Please give the records below back in full, exactly as shown.
START Data provided
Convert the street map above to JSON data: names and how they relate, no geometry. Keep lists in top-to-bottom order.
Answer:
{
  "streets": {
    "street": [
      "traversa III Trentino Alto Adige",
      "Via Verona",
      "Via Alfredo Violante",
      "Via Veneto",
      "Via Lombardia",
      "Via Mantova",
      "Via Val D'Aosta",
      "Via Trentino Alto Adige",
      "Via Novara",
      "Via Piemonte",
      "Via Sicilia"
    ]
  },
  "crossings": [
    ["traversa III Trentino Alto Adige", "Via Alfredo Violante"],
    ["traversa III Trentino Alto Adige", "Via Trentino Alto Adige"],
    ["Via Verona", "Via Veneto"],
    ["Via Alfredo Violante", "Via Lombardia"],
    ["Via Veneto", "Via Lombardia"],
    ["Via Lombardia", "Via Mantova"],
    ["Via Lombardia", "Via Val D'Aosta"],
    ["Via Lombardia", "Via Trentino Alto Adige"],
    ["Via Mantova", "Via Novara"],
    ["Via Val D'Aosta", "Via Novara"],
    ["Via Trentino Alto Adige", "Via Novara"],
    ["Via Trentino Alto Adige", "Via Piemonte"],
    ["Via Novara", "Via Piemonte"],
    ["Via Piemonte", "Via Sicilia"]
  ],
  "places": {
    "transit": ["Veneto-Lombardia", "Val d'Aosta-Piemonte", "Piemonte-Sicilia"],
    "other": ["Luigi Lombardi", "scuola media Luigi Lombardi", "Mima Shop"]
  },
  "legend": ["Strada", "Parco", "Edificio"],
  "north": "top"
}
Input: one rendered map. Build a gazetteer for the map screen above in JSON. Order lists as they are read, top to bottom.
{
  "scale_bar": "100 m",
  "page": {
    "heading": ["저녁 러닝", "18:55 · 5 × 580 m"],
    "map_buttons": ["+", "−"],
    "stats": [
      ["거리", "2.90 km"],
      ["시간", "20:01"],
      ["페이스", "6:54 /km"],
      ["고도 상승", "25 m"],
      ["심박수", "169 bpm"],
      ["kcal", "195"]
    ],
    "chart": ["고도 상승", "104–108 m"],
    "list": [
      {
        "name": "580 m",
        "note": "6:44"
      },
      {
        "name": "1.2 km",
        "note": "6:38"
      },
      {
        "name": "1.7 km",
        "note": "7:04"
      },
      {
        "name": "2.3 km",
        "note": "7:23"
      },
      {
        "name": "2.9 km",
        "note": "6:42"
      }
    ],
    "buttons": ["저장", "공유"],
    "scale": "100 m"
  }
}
END Data provided
* [Answer box]
Convert the street map above to JSON data: names and how they relate, no geometry. Keep lists in top-to-bottom order.
Answer:
{
  "streets": {
    "street": [
      "traversa III Trentino Alto Adige",
      "Via Verona",
      "Via Alfredo Violante",
      "Via Veneto",
      "Via Lombardia",
      "Via Mantova",
      "Via Val D'Aosta",
      "Via Trentino Alto Adige",
      "Via Novara",
      "Via Piemonte",
      "Via Sicilia"
    ]
  },
  "crossings": [
    ["traversa III Trentino Alto Adige", "Via Alfredo Violante"],
    ["traversa III Trentino Alto Adige", "Via Trentino Alto Adige"],
    ["Via Verona", "Via Veneto"],
    ["Via Alfredo Violante", "Via Lombardia"],
    ["Via Veneto", "Via Lombardia"],
    ["Via Lombardia", "Via Mantova"],
    ["Via Lombardia", "Via Val D'Aosta"],
    ["Via Lombardia", "Via Trentino Alto Adige"],
    ["Via Mantova", "Via Novara"],
    ["Via Val D'Aosta", "Via Novara"],
    ["Via Trentino Alto Adige", "Via Novara"],
    ["Via Trentino Alto Adige", "Via Piemonte"],
    ["Via Novara", "Via Piemonte"],
    ["Via Piemonte", "Via Sicilia"]
  ],
  "places": {
    "transit": ["Veneto-Lombardia", "Val d'Aosta-Piemonte", "Piemonte-Sicilia"],
    "other": ["Luigi Lombardi", "scuola media Luigi Lombardi", "Mima Shop"]
  },
  "legend": ["Strada", "Parco", "Edificio"],
  "north": "top"
}
Input: one rendered map. Build a gazetteer for the map screen above in JSON. Order lists as they are read, top to bottom.
{
  "scale_bar": "100 m",
  "page": {
    "heading": ["저녁 러닝", "18:55 · 5 × 580 m"],
    "map_buttons": ["+", "−"],
    "stats": [
      ["거리", "2.90 km"],
      ["시간", "20:01"],
      ["페이스", "6:54 /km"],
      ["고도 상승", "25 m"],
      ["심박수", "169 bpm"],
      ["kcal", "195"]
    ],
    "chart": ["고도 상승", "104–108 m"],
    "list": [
      {
        "name": "580 m",
        "note": "6:44"
      },
      {
        "name": "1.2 km",
        "note": "6:38"
      },
      {
        "name": "1.7 km",
        "note": "7:04"
      },
      {
        "name": "2.3 km",
        "note": "7:23"
      },
      {
        "name": "2.9 km",
        "note": "6:42"
      }
    ],
    "buttons": ["저장", "공유"],
    "scale": "100 m"
  }
}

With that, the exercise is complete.